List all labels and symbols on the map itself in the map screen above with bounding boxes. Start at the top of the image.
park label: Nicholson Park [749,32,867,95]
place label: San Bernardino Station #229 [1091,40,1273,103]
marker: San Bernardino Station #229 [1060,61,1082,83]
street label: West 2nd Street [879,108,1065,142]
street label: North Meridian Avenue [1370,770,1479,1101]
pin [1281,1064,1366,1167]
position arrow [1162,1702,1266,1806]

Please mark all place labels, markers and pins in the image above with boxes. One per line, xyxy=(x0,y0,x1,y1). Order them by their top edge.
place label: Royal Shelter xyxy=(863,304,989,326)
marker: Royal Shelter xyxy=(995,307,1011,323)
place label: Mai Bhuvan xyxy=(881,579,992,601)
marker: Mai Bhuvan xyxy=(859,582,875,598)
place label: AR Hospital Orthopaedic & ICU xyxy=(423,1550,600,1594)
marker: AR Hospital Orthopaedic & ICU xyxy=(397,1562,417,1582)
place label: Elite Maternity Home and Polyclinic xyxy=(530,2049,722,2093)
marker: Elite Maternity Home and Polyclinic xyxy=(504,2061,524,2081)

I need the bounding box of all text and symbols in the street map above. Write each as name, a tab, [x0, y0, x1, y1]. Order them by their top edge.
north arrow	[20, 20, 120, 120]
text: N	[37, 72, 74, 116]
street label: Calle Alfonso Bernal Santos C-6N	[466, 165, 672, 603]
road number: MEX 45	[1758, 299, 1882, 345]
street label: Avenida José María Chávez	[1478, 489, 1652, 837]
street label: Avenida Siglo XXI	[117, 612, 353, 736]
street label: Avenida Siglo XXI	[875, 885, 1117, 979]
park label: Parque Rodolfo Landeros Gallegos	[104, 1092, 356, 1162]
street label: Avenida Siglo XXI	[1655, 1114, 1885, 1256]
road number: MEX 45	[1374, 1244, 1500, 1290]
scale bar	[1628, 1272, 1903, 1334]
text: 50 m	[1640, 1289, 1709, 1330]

**Task statement**
Every piece of the data must be set down exactly. Omit nothing.

**Your response**
List all labels and symbols on the map itself in the map screen above with bounding boxes. Start at the top of the image.
park label: Nicholson Park [749,32,867,95]
place label: San Bernardino Station #229 [1091,40,1273,103]
marker: San Bernardino Station #229 [1060,61,1082,83]
street label: West 2nd Street [879,108,1065,142]
street label: North Meridian Avenue [1370,770,1479,1101]
pin [1281,1064,1366,1167]
position arrow [1162,1702,1266,1806]

Please mark all place labels, markers and pins in the image above with boxes. One per line, xyxy=(x0,y0,x1,y1). Order them by their top edge.
place label: Royal Shelter xyxy=(863,304,989,326)
marker: Royal Shelter xyxy=(995,307,1011,323)
place label: Mai Bhuvan xyxy=(881,579,992,601)
marker: Mai Bhuvan xyxy=(859,582,875,598)
place label: AR Hospital Orthopaedic & ICU xyxy=(423,1550,600,1594)
marker: AR Hospital Orthopaedic & ICU xyxy=(397,1562,417,1582)
place label: Elite Maternity Home and Polyclinic xyxy=(530,2049,722,2093)
marker: Elite Maternity Home and Polyclinic xyxy=(504,2061,524,2081)

I need the bounding box of all text and symbols in the street map above. Write each as name, a tab, [x0, y0, x1, y1]. Order them by their top edge.
north arrow	[20, 20, 120, 120]
text: N	[37, 72, 74, 116]
street label: Calle Alfonso Bernal Santos C-6N	[466, 165, 672, 603]
road number: MEX 45	[1758, 299, 1882, 345]
street label: Avenida José María Chávez	[1478, 489, 1652, 837]
street label: Avenida Siglo XXI	[117, 612, 353, 736]
street label: Avenida Siglo XXI	[875, 885, 1117, 979]
park label: Parque Rodolfo Landeros Gallegos	[104, 1092, 356, 1162]
street label: Avenida Siglo XXI	[1655, 1114, 1885, 1256]
road number: MEX 45	[1374, 1244, 1500, 1290]
scale bar	[1628, 1272, 1903, 1334]
text: 50 m	[1640, 1289, 1709, 1330]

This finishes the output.